When you look at the problems of retirement plans, one that gets short shrift is coverage and that is one of the pillar of qualified plans needed to be fulfilled in order to be a qualified plan. It’s a forgotten rule of compliance that can always end up leading to plan disqualification if the employer fails to properly cover enough of their employees in order to satisfy minimum coverage tests.

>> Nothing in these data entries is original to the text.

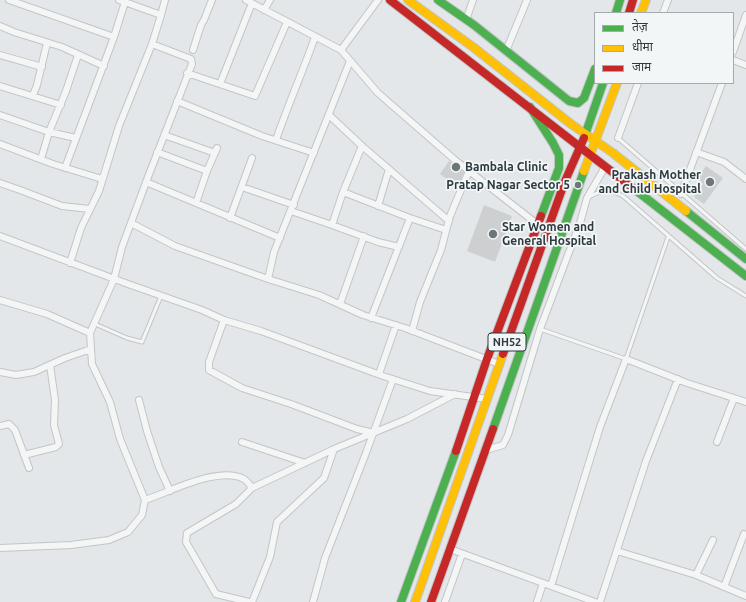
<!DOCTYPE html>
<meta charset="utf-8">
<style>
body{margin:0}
#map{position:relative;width:746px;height:602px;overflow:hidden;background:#e4e7e9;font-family:Ubuntu,"Noto Sans Devanagari",sans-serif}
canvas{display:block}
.legend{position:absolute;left:594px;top:12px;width:140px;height:72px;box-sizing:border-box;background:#f3f6f7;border:1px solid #a4abae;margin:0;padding:5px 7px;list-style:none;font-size:12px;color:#2d3b40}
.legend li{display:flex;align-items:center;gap:8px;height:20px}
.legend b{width:20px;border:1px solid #a4abae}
</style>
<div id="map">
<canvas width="746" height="602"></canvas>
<ul class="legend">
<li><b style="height:5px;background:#4caf50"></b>तेज़</li>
<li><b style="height:5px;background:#ffc107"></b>धीमा</li>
<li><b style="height:5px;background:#c62828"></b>जाम</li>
</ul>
</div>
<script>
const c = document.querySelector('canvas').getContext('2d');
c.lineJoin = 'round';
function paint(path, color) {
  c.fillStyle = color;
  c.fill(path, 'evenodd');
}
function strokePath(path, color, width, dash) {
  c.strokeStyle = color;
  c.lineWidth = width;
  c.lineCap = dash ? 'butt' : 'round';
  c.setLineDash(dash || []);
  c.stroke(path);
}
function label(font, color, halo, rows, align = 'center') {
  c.font = font + ' Ubuntu,sans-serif';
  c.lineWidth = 3.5;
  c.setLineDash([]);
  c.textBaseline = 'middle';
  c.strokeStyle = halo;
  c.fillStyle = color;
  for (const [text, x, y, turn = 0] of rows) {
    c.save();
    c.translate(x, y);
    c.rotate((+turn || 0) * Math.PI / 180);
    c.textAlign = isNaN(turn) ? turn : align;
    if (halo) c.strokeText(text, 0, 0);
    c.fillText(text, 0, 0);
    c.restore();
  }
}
const building = new Path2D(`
 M449 161 464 172 458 187 440 174Z
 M706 166 723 178 704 204 694 197 703 184 696 179Z
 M484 205 512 216 495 262 467 251Z`);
const lane = new Path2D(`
 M618 138 746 249
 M589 197C604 189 608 188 623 196L717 278 746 296
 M95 324 127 338 142 342 161 296
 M540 329 626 359 668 237`);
const street = new Path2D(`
 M9 0 114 37
 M246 0 341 50
 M378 0 341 50 378 93 455 160 541 227
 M264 10 270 0
 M663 13 668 0
 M161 15 165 0
 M466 20 473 0
 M0 26 14 32 62 47 104 66
 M193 50 201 25 204 20 212 0
 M506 51 527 0
 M733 52 746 15
 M0 55 42 67
 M733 60 746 65
 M350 61 274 252 268 279 319 295 363 315 405 328 499 364
 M187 73 255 96 287 22
 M220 84 252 3
 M0 86 61 105
 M33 95 37 85 47 43
 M177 101 262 136 314 153
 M0 115 49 132 76 138
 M329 115 362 146 449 221
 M164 135 215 153
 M618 138 638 83
 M276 140C288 105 303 71 315 37
 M0 144 53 164 102 179
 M362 146 343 192 332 225 378 242 399 247
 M157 152 207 171 196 203
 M696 152 724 162 746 179
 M41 159 49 132 66 91 78 55
 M65 168 114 37 125 2
 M207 171 217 148
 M146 182 280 238
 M0 183 20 190 62 206 90 209
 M242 187 294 205
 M343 192 410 218 446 230
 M681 194 722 83
 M378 206 389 169
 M291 211 332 225
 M230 218 252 158
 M131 223 175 246 268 279
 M0 236 128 284 202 310 224 320 261 331 383 376 430 391 487 399
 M70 263 81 228 99 191 119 126 152 44 161 15 119 0
 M0 300 47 314 90 333 114 279 122 247 148 177 192 64 191 59 152 44
 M340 304 364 236
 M371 318 410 218
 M224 320 209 362V370L242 388 291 404 357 429 374 433
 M412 331 420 302 441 250 450 216 469 171
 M0 372 16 375 34 372 65 358 91 349
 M379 374 396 325
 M139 400 147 431 159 467 170 491
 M0 426 9 424 15 430 29 468
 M242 442 305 463
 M717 442 734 398
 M486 450 503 445 508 435 540 329 580 223 587 198 605 167
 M24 455 56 447 59 444 54 425 55 400 50 365
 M145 500C172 491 218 466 244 479 247 481 250 485 252 488
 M0 548 71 545 109 540 128 532 142 515 145 500 120 439 110 402 92 364 90 333
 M450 549 595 602
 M617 551 696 575 746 596
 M696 575 713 540
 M551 586 600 427 626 359 687 383 746 402
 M724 587 744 534
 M249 602 216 594 186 542 187 533 236 504 252 488 334 449 407 419 455 394
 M252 602 270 557 277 522 324 478 334 449
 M313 602 325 558 366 453 393 379
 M445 602 462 554
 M537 602 543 583
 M600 602 646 461 678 379`);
const fast = new Path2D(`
 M438 0 474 25 569 101 578 103 584 98 595 69
 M616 13 620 0
 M530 107 553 143 559 155V168L541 216
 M584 138 603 83
 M633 188 746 276
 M686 211 746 259
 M493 429 584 171
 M401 602 456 451`);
const slow = new Path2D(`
 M408 0 473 47 571 124 613 153 686 211
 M641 13 646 0
 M584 171 617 83
 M415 602 503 354`);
const jam = new Path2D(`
 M390 0 633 188
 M629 13 633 0
 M503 354 565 181 584 138
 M456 451 487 359 541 216
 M431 602 493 429`);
const markers = [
 [456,167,5,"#6d777b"],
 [710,182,5,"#6d777b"],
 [578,185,4,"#6d777b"],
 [493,234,5,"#6d777b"]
];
const shields = [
 [507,342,38]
];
const shieldNames = [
 ["NH52",507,342]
];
const poiNames = [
 ["Bambala Clinic",465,167],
 ["Prakash Mother",701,175,"right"],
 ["and Child Hospital",701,189,"right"],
 ["Pratap Nagar Sector 5",570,185,"right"],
 ["Star Women and",502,227],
 ["General Hospital",502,241]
];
paint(building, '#cdcfd1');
strokePath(lane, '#c3c5c7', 5);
strokePath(street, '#c3c5c7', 8);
strokePath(fast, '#c3c5c7', 10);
strokePath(slow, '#c3c5c7', 10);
strokePath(jam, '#c3c5c7', 10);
strokePath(lane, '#f4f5f5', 3);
strokePath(street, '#f4f5f5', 6);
strokePath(fast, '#4caf50', 8);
strokePath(slow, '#ffc107', 8);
strokePath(jam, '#c62828', 8);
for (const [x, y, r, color] of markers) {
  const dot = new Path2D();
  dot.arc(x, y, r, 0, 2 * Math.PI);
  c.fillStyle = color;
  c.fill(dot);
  strokePath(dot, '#f3f6f7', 1.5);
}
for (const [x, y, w] of shields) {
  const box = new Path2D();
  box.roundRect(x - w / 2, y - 9, w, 18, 3);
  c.fillStyle = '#f3f6f7';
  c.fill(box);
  strokePath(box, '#2d3b40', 1);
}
label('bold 11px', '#2d3b40', null, shieldNames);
label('bold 12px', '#2d3b40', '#f3f6f7', poiNames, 'left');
</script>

I don’t want to get into a complex discussion on coverage, but you need to know that every plan sponsor must annually meet a coverage to ensure that the minimum amount of people that need to be covered are. One big problem with coverage is that there are third party administrators (TPAs) that may forget to actually perform the test or tests and if a plan would have failed, then the corrective methods aren’t made and it becomes a bigger headache many years later especially when caught on a government audit,
The other problem with coverage is understanding that a group of corporations that have some common ownership and/or some affiliation maybe counted as one company under the controlled group or affiliated service group rules which means that employees of these other companies may have to be covered under the one company who sponsors a retirement plan. How does an error like that happen? A TPA not getting the rules analyzed correctly based on the corporate fact pattern or the plan sponsor failing to tell the A that there are these affiliated companies with common ownership that needs to be reviewed.
In terms of errors, failing to provide benefits to employees who needed to be covered under a retirement plan for coverage is one of the deadliest errors made by a plan sponsor and a candidate for plan disqualification.